─── GIVEN ENTRIES ───

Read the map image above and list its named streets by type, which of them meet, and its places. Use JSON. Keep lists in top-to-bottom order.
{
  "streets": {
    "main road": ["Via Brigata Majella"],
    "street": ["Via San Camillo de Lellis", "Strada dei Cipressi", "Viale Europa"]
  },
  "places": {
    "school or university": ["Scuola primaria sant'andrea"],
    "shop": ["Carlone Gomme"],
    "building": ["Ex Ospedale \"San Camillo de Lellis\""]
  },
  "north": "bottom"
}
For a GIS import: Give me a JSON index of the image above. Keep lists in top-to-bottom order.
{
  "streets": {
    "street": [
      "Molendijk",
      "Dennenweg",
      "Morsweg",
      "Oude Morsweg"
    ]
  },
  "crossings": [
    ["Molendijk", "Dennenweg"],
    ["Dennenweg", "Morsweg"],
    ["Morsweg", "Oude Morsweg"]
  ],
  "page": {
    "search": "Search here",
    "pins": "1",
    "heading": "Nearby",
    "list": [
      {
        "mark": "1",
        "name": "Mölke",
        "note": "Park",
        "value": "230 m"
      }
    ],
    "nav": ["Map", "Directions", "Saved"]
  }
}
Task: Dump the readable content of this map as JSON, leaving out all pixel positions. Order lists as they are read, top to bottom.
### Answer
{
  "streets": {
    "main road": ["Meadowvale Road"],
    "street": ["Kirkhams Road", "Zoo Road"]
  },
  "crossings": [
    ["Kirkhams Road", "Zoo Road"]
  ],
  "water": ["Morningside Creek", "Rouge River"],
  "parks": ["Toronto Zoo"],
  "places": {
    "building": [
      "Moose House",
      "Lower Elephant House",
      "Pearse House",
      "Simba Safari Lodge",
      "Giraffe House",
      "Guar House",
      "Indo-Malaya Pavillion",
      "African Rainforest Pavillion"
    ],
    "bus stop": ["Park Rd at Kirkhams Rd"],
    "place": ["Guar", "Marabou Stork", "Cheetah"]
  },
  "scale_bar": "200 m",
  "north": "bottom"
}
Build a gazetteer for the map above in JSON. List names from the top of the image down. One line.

───

EXERCISE OBJECTIVE:
Reproduce all of the records exactly.

SOLUTION TO THIS EXERCISE:
Read the map image above and list its named streets by type, which of them meet, and its places. Use JSON. Keep lists in top-to-bottom order.
{
  "streets": {
    "main road": ["Via Brigata Majella"],
    "street": ["Via San Camillo de Lellis", "Strada dei Cipressi", "Viale Europa"]
  },
  "places": {
    "school or university": ["Scuola primaria sant'andrea"],
    "shop": ["Carlone Gomme"],
    "building": ["Ex Ospedale \"San Camillo de Lellis\""]
  },
  "north": "bottom"
}
For a GIS import: Give me a JSON index of the image above. Keep lists in top-to-bottom order.
{
  "streets": {
    "street": [
      "Molendijk",
      "Dennenweg",
      "Morsweg",
      "Oude Morsweg"
    ]
  },
  "crossings": [
    ["Molendijk", "Dennenweg"],
    ["Dennenweg", "Morsweg"],
    ["Morsweg", "Oude Morsweg"]
  ],
  "page": {
    "search": "Search here",
    "pins": "1",
    "heading": "Nearby",
    "list": [
      {
        "mark": "1",
        "name": "Mölke",
        "note": "Park",
        "value": "230 m"
      }
    ],
    "nav": ["Map", "Directions", "Saved"]
  }
}
Task: Dump the readable content of this map as JSON, leaving out all pixel positions. Order lists as they are read, top to bottom.
### Answer
{
  "streets": {
    "main road": ["Meadowvale Road"],
    "street": ["Kirkhams Road", "Zoo Road"]
  },
  "crossings": [
    ["Kirkhams Road", "Zoo Road"]
  ],
  "water": ["Morningside Creek", "Rouge River"],
  "parks": ["Toronto Zoo"],
  "places": {
    "building": [
      "Moose House",
      "Lower Elephant House",
      "Pearse House",
      "Simba Safari Lodge",
      "Giraffe House",
      "Guar House",
      "Indo-Malaya Pavillion",
      "African Rainforest Pavillion"
    ],
    "bus stop": ["Park Rd at Kirkhams Rd"],
    "place": ["Guar", "Marabou Stork", "Cheetah"]
  },
  "scale_bar": "200 m",
  "north": "bottom"
}
Build a gazetteer for the map above in JSON. List names from the top of the image down. One line.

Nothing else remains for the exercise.